» Provided information
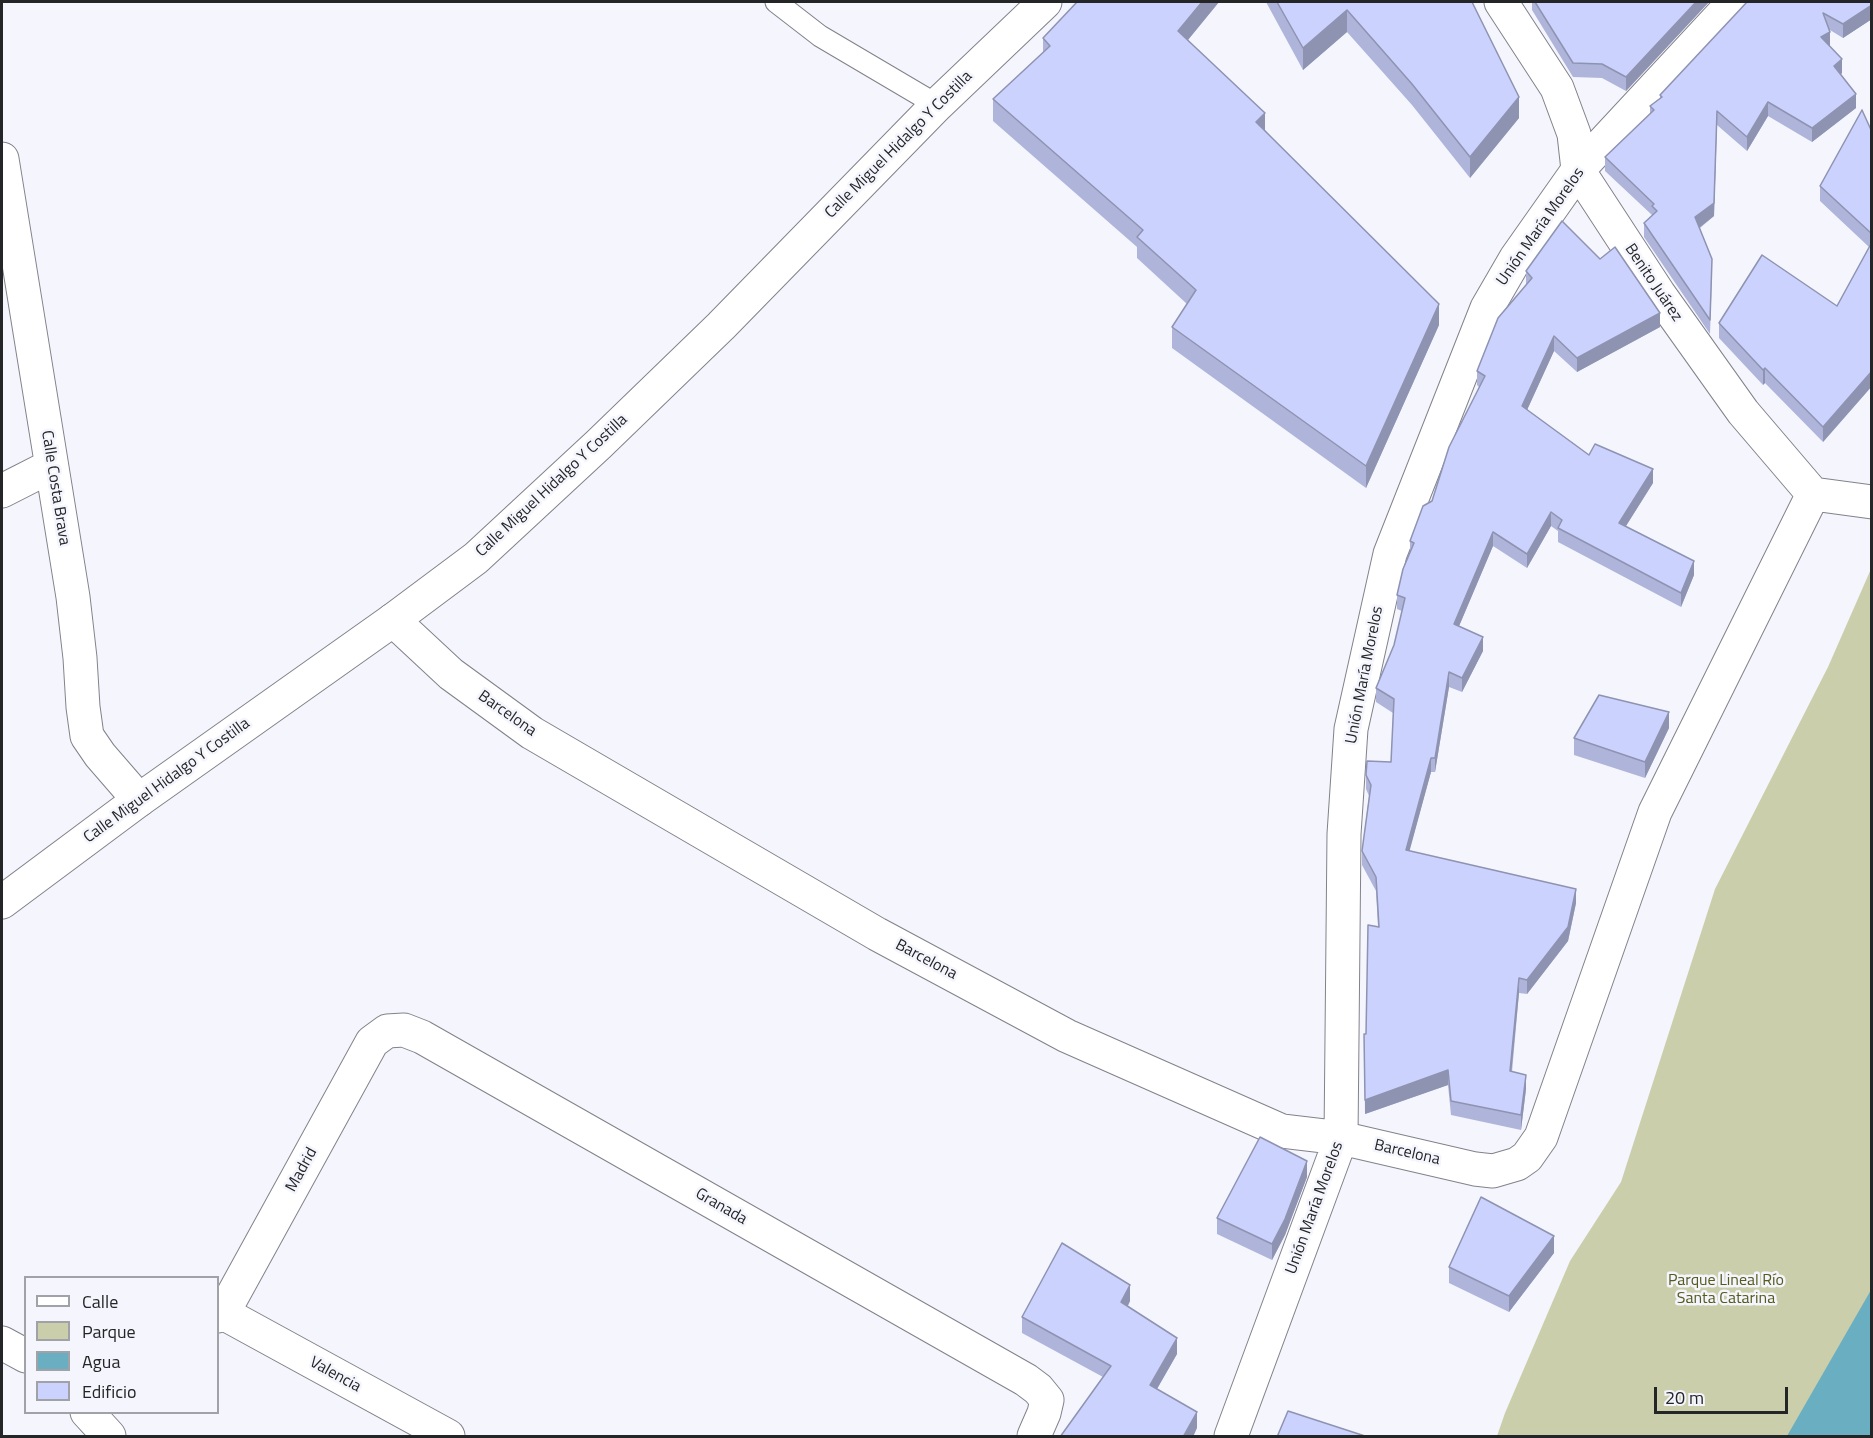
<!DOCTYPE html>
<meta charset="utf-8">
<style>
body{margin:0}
#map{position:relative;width:1873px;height:1438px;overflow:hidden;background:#f4f5fd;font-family:"Titillium Web",sans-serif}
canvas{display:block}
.frame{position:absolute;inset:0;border:3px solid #242527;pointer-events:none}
.legend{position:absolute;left:24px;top:1276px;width:195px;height:138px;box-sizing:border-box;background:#f4f5fd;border:2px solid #a1a2a7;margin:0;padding:8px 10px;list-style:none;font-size:18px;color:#242527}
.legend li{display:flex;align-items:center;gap:12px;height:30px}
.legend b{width:30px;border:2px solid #a1a2a7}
.scale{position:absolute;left:1654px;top:1387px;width:134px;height:27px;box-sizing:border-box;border:3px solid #242527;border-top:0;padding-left:8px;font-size:18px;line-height:21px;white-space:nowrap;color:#242527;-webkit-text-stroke:4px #f4f5fd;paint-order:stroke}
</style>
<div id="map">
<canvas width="1873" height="1438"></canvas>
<div class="frame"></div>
<ul class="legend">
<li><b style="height:8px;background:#fff"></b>Calle</li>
<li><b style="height:16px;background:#cbceab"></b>Parque</li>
<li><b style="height:16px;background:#69afc1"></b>Agua</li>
<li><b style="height:16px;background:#cbd2fd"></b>Edificio</li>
</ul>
<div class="scale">20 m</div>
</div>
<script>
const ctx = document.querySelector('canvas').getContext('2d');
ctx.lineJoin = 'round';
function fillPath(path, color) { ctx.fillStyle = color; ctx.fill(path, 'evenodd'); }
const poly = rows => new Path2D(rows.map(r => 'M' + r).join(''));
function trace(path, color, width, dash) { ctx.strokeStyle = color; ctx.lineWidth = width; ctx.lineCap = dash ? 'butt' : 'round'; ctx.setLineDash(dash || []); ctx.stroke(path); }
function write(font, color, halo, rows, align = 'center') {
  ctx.font = font + ' "Titillium Web",sans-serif'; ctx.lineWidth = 5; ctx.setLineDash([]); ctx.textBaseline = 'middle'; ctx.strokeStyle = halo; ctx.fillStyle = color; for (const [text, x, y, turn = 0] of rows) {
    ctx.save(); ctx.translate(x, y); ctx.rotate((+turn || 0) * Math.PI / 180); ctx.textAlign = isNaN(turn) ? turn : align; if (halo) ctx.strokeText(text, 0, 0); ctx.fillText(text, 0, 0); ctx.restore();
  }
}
fillPath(poly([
 [1871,569,1871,1436,1497,1436,1505,1413,1570,1261,1621,1182,1715,889,1828,667]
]), '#cbceab');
fillPath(poly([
 [1871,1290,1871,1436,1787,1436]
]), '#69afc1');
const lane = poly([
 [776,2,820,36,937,105]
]);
const street = poly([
 [1501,2,1557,88,1574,134,1578,170,1659,294,1743,412,1813,494,1872,502],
 [2,159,73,597,80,658,83,707,87,736,100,755,139,800],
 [2,491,51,466],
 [393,620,451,674,532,733,877,934,1067,1036,1282,1131,1341,1138,1475,1169,1493,1171,1517,1164,1527,1157,1541,1137,1655,812,1813,494],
 [223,1313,448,1436],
 [218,1316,223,1313,372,1042,387,1031,404,1030,422,1037,1026,1380,1038,1389,1047,1400,1044,1413,1034,1436],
 [2,1343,26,1356],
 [87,1412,109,1436],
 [1231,1436,1341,1138,1344,834,1351,729,1390,554,1487,308,1516,258,1578,170,1734,2]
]);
const secondary = poly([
 [2,902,139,800,393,620,476,558,599,444,721,326,937,105,1045,2]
]);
trace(lane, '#82838a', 23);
trace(street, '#82838a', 35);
trace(secondary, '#82838a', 35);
trace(lane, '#fff', 21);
trace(street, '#fff', 33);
trace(secondary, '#fff', 33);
fillPath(poly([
 [1077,2,1219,2,1188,40,1265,130,1439,325,1366,488,1172,348,1172,327,1187,304,1137,258,1137,247,993,121,993,99,1043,53,1043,38],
 [1266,2,1472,2,1519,118,1470,178,1412,105,1347,32,1303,70],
 [1532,2,1709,2,1626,91,1602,78,1573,77,1532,10],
 [1747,2,1872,19,1843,38,1830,30,1830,45,1829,46,1842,73,1841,74,1856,108,1812,142,1768,116,1747,151,1717,125,1714,216,1700,228,1712,273,1710,334,1644,237,1644,223,1652,216,1652,215,1605,171,1605,157,1650,114,1650,106,1660,98,1660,95],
 [1872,132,1872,386,1823,442,1765,383,1763,385,1719,338,1719,323,1837,306,1869,247,1820,201,1820,186],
 [1526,271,1660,327,1577,372,1554,351,1527,410,1589,455,1653,483,1626,526,1694,575,1681,607,1558,542,1558,531,1551,526,1527,568,1493,546,1459,626,1483,651,1462,692,1449,687,1435,772,1431,772,1409,851,1576,903,1568,941,1527,994,1519,993,1512,1072,1526,1089,1521,1130,1451,1115,1448,1085,1365,1114,1364,1034,1366,1034,1378,927,1376,891,1362,865,1362,851,1369,796,1366,789,1366,775,1391,762,1393,713,1376,702,1376,688,1394,645,1402,611,1397,609,1397,595,1410,553,1410,541,1432,501,1479,387,1477,385,1477,371,1526,286],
 [1669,728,1645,778,1574,755,1574,738],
 [1307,1177,1285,1235,1272,1260,1217,1234,1217,1218],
 [1554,1253,1509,1312,1449,1283,1449,1267],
 [1130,1301,1128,1306,1177,1354,1157,1389,1197,1428,1022,1333,1022,1317]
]), '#afb5da');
fillPath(poly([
 [1202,2,1219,2,1178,52,1178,31],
 [1696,2,1709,2,1626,91,1626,77],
 [1872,5,1872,19,1843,38,1843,24],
 [1347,10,1347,32,1303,70,1303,48],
 [1830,32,1830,45,1821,51,1821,37],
 [1842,59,1842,73,1834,80,1834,66],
 [1856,94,1856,108,1812,142,1812,128],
 [1519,97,1519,118,1470,178,1470,157],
 [1768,102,1768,116,1747,151,1747,137],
 [1717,111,1714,216,1695,231,1695,217],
 [1265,113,1265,134,1256,122],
 [1439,304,1439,325,1366,488,1366,466],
 [1660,313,1660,327,1577,372,1577,358],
 [1554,336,1554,351,1522,421,1522,406],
 [1765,368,1765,383,1763,385,1763,370],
 [1872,371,1872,386,1823,442,1823,427],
 [1653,469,1653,483,1619,537,1619,523],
 [1551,512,1551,526,1527,568,1527,554],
 [1493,532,1493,546,1454,638,1454,624],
 [1694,561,1694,575,1681,607,1681,593],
 [1483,637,1483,651,1462,692,1462,678],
 [1449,672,1449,687,1435,772,1435,758],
 [1669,712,1669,728,1645,778,1645,762],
 [1431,758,1431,772,1406,864,1406,850],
 [1576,889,1576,903,1568,941,1527,994,1527,980],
 [1519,978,1519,993,1510,1085,1510,1071],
 [1448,1070,1448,1085,1365,1114,1365,1100],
 [1526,1075,1526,1089,1521,1130,1521,1115],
 [1307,1161,1307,1177,1285,1235,1272,1260,1272,1244],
 [1554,1236,1554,1253,1509,1312,1509,1296],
 [1130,1285,1130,1301,1121,1319,1121,1302],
 [1177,1338,1177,1354,1150,1401,1150,1385],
 [1197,1412,1197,1428,1193,1437,1183,1437]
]), '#8e93b1');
const building = poly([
 [1077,2,1202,2,1178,31,1265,113,1256,122,1439,304,1366,466,1172,327,1196,290,1137,237,1143,230,993,99,1050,46,1043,38,1077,2],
 [1277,2,1472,2,1519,97,1470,157,1412,84,1347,10,1303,48,1277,2],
 [1535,2,1696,2,1626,77,1602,64,1573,63,1535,2],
 [1747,2,1872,2,1872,5,1843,24,1823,13,1830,32,1821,37,1842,59,1834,66,1856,94,1812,128,1768,102,1747,137,1717,111,1714,203,1695,217,1712,259,1710,320,1644,223,1657,211,1652,206,1654,204,1605,157,1654,110,1650,106,1662,97,1660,95,1747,2],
 [1862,110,1872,132,1872,234,1820,186,1862,110],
 [1562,221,1600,259,1615,247,1660,313,1577,358,1554,336,1522,406,1589,455,1595,444,1653,469,1619,523,1694,561,1681,593,1558,528,1562,520,1551,512,1527,554,1493,532,1454,624,1483,637,1462,678,1449,672,1435,758,1431,758,1406,850,1576,889,1568,927,1527,980,1519,978,1510,1071,1526,1075,1521,1115,1451,1101,1448,1070,1365,1100,1364,1034,1366,1034,1368,925,1379,927,1376,877,1362,851,1371,785,1366,775,1367,761,1391,762,1394,699,1376,688,1394,645,1405,598,1397,595,1403,569,1414,543,1410,541,1423,506,1432,501,1449,447,1485,376,1477,371,1498,318,1532,278,1526,271,1562,221],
 [1872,242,1872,371,1823,427,1765,368,1763,370,1719,323,1762,255,1837,306,1872,242],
 [1599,695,1669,712,1645,762,1574,738,1599,695],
 [1260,1137,1307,1161,1285,1219,1272,1244,1217,1218,1260,1137],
 [1481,1197,1554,1236,1509,1296,1449,1267,1481,1197],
 [1062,1243,1130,1285,1121,1302,1177,1338,1150,1385,1197,1412,1183,1437,1060,1437,1111,1366,1022,1317,1062,1243],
 [1288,1411,1368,1437,1277,1437,1288,1411]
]);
fillPath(building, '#cbd2fd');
trace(building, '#8e93b1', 1.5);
write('16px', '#242527', '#f4f5fd', [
 ["Calle Miguel Hidalgo Y Costilla",899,145,-45],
 ["Unión María Morelos",1541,227,-55],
 ["Benito Juárez",1653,283,56],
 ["Calle Miguel Hidalgo Y Costilla",552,486,-43],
 ["Calle Costa Brava",55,488,81],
 ["Unión María Morelos",1365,675,-79],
 ["Barcelona",507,714,35],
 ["Calle Miguel Hidalgo Y Costilla",167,781,-36],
 ["Barcelona",926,960,28],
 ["Barcelona",1407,1153,13],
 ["Madrid",302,1170,-61],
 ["Granada",721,1207,30],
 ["Unión María Morelos",1315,1208,-70],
 ["Valencia",335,1375,29]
]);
write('16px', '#575a1b', '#f4f5fd', [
 ["Parque Lineal Río",1726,1281],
 ["Santa Catarina",1726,1299]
]);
</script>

» What to work on
Please report all lines in the entries where "halo" appears.

» Answer to this task
function write(font, color, halo, rows, align = 'center') {
  ctx.font = font + ' "Titillium Web",sans-serif'; ctx.lineWidth = 5; ctx.setLineDash([]); ctx.textBaseline = 'middle'; ctx.strokeStyle = halo; ctx.fillStyle = color; for (const [text, x, y, turn = 0] of rows) {
    ctx.save(); ctx.translate(x, y); ctx.rotate((+turn || 0) * Math.PI / 180); ctx.textAlign = isNaN(turn) ? turn : align; if (halo) ctx.strokeText(text, 0, 0); ctx.fillText(text, 0, 0); ctx.restore();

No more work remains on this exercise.